### WHAT TO DO
A single number is the whole answer: the count of lines in the records where "filters" occurs.

DATA TO EXAMINE Start Marker

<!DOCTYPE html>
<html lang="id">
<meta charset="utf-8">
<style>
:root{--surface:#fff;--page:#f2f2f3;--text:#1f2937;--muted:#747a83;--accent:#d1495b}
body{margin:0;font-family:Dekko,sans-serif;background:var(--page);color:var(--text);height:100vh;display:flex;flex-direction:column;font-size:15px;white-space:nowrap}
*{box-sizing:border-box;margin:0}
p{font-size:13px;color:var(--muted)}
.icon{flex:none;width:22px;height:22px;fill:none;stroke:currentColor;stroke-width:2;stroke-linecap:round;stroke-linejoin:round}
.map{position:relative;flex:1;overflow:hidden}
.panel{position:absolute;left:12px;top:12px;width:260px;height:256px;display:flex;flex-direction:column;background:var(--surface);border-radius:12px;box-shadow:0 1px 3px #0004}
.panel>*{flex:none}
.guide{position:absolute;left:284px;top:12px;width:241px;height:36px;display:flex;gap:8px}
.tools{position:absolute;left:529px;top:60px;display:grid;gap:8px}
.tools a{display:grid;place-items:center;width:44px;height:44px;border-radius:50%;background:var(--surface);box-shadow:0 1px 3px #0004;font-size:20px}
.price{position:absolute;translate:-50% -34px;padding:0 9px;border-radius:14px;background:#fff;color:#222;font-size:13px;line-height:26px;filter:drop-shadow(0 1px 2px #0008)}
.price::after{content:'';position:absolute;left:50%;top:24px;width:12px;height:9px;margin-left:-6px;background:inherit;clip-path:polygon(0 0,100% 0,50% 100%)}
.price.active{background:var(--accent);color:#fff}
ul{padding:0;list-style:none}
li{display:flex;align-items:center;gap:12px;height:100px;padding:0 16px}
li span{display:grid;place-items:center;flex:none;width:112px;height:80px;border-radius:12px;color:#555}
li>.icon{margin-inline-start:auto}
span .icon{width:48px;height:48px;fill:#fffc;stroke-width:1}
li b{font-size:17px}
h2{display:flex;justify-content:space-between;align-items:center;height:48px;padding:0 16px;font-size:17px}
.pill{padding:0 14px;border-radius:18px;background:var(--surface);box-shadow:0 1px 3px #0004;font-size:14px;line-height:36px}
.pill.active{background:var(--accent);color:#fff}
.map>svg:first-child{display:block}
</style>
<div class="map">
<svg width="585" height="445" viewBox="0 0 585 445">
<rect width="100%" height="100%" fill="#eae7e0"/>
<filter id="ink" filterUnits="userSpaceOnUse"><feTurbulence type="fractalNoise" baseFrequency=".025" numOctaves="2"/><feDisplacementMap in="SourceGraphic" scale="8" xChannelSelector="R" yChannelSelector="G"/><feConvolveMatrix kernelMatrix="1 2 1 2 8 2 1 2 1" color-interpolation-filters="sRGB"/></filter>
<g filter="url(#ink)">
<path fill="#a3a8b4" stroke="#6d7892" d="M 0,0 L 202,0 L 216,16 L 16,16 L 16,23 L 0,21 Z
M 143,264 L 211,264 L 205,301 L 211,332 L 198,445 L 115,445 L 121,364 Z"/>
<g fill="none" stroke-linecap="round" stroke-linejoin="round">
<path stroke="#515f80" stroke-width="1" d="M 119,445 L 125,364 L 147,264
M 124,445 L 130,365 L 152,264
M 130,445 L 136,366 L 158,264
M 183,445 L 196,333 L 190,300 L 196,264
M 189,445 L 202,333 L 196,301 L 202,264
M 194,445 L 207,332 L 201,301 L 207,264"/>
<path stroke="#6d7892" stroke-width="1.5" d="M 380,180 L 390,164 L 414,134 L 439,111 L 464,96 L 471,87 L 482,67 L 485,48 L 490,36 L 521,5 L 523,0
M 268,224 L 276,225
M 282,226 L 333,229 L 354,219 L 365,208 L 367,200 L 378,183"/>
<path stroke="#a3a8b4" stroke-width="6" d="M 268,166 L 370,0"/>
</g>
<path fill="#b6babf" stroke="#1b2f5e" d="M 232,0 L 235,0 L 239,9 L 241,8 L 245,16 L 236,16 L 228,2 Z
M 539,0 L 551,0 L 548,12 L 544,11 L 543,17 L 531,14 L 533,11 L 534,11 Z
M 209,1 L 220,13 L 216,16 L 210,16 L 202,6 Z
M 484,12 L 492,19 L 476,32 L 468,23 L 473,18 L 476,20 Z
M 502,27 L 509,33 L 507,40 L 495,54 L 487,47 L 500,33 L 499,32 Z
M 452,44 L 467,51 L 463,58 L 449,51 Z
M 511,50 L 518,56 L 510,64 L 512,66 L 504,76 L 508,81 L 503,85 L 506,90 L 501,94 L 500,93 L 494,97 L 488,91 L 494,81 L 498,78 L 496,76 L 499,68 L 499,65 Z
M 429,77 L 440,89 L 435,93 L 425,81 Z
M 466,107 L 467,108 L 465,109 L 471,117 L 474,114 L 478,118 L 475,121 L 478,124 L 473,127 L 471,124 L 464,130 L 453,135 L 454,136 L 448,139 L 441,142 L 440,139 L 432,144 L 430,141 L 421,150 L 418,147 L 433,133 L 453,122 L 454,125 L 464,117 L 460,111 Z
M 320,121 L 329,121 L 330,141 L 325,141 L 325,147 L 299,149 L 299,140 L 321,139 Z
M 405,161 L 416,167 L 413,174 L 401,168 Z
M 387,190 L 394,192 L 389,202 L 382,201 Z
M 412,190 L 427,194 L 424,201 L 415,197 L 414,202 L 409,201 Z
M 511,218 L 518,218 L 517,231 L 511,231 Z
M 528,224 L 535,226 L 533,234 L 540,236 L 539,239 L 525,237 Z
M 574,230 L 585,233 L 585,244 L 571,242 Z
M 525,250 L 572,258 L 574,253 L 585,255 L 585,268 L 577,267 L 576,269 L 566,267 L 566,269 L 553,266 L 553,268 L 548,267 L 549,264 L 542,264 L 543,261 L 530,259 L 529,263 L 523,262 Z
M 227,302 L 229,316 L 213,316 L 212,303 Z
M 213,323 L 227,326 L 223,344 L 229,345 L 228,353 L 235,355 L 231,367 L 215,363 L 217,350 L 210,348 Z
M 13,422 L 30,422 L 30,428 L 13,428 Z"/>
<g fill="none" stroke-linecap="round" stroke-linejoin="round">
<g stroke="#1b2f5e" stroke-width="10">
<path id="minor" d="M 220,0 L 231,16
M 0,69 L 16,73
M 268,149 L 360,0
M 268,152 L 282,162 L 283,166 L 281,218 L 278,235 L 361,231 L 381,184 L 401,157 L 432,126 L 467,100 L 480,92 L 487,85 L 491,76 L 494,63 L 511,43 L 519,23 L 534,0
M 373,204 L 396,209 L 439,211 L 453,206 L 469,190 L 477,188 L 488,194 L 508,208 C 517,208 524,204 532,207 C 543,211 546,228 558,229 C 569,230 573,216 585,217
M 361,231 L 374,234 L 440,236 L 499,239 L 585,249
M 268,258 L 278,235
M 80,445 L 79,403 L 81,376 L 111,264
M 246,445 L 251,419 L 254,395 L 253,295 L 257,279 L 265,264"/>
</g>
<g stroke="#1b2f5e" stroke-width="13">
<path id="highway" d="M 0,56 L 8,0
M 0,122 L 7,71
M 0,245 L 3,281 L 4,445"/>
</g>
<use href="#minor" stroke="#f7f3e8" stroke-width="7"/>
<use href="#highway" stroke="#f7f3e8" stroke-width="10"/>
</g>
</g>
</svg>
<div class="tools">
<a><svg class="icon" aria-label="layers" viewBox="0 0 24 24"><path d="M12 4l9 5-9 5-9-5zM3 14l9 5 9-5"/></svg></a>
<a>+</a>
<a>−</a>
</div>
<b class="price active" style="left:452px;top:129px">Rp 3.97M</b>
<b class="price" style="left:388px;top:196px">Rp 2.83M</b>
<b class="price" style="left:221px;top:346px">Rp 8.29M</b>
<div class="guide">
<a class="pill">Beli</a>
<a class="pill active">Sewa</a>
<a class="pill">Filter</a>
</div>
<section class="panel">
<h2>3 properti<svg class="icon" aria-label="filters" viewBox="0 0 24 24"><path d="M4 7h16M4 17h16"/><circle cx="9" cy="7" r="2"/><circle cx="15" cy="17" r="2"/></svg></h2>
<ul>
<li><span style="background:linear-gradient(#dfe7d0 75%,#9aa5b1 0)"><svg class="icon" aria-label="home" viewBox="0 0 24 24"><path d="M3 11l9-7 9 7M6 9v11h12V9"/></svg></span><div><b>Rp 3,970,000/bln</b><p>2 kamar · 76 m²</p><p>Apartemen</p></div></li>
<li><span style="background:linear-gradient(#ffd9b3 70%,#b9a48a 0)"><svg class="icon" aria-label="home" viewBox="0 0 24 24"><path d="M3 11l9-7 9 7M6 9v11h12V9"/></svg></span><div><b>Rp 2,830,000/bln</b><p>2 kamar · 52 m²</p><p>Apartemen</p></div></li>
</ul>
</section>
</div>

DATA TO EXAMINE End Marker

### RESPONSE TO THE TASK
2